Synopsis: I’m a Family Practitioner from Sioux City, Iowa. In 2010 I danced back from the brink of burnout, and honoring a 1 year non-compete clause, traveled and worked in out-of-the-way places in Alaska, Nebraska, Iowa, and New Zealand. I followed 3 years Community Health Center work with a return to traveling and adventures in temporary positions in Alaska, rural Iowa, suburban Pennsylvania and western Nebraska. 2017 brought me adventures in Iowa, Alaska, and northern British Columbia. After a month of part-time in northern Iowa, a new granddaughter, and a friend’s funeral, I have returned to British Columbia.  Any identifiable patient information has been included with permission.

I wrapped up April’s assignment today with a full clinic. I attended 18 patients.

I have written before about propranolol, a remarkable drug whose new uses have vastly eclipsed the original indication, high blood pressure. I prescribe it for stage fright, social anxiety, ADHD, buck fever, overactive blushing, and migraine.  Today two of my patients received prescriptions for propranolol; one has taken it for years for stuttering, and it works well (I received permission to write a good deal more than I have).

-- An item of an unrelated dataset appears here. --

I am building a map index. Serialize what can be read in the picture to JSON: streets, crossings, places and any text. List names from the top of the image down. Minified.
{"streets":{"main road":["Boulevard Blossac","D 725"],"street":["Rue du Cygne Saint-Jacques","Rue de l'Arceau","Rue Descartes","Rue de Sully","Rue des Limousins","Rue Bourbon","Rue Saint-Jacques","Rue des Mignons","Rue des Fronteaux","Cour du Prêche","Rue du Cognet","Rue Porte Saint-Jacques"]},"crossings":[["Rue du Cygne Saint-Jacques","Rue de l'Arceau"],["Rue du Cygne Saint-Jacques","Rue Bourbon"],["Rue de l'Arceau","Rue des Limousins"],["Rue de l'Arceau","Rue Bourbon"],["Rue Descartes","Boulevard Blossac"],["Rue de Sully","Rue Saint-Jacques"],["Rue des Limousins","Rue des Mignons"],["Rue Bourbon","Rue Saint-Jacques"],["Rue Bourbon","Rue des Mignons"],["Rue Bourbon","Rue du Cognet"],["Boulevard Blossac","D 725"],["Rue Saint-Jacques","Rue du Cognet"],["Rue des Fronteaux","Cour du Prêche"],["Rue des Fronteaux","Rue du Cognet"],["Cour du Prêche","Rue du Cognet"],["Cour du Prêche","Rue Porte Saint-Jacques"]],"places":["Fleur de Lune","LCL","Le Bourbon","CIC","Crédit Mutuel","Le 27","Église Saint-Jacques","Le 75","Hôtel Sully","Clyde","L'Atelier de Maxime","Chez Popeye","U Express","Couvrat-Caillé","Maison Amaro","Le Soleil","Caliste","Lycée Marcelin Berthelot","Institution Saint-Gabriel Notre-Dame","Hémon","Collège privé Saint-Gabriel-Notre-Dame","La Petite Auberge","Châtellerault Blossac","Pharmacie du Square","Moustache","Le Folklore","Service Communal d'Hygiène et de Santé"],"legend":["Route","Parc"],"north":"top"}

Seven patients’ medical problems come from alcoholism. Treatment depends on willingness to change, and that trait today ran the spectrum from having quit to wanting to die drunk and soon.

Two patients suffer from bipolar illness but came in for something else.

Three needed notes approving them back to work. Two asked me to write slips containing little truth, and I declined.

Two patients have puzzling clinical pictures. I don’t have to know everything, all I need to know is how to find someone who knows more than me, and I sent both patients to specialists.

The clinic manager plans to make scheduling changes, staggering start times for the docs and the Nurse Practitioner, running clinic through the lunch hour, and perhaps starting night hours. Details have to be worked out, but, as one of my colleagues observed, and gave me permission to quote, 100% of the ideas you didn’t try will fail.

I walked back to the room at lunch, ate some very tasty leftovers, and did some last-minute packing.

Back at the clinic I tried to catch up on documentation while I cared for patients, and reviewed lab, x-rays, and consults. Outside, the fine clear day clouded over, and the snow piles continued to melt.

Patients expressed dismay when I told them that Immigration decreed that to keep a relationship good enough to return I would have to leave on May 1. Actually I said that Immigration was kicking me out, but they’d probably let me come back in October.

In the long northern afternoon, Bethany and I loaded the car and headed to Prince George. Just outside of town we saw three mule deer grazing by the side of the road, and a hundred kilometers further on, far off at the edge of a flat marshland, we saw a cow moose with her calf.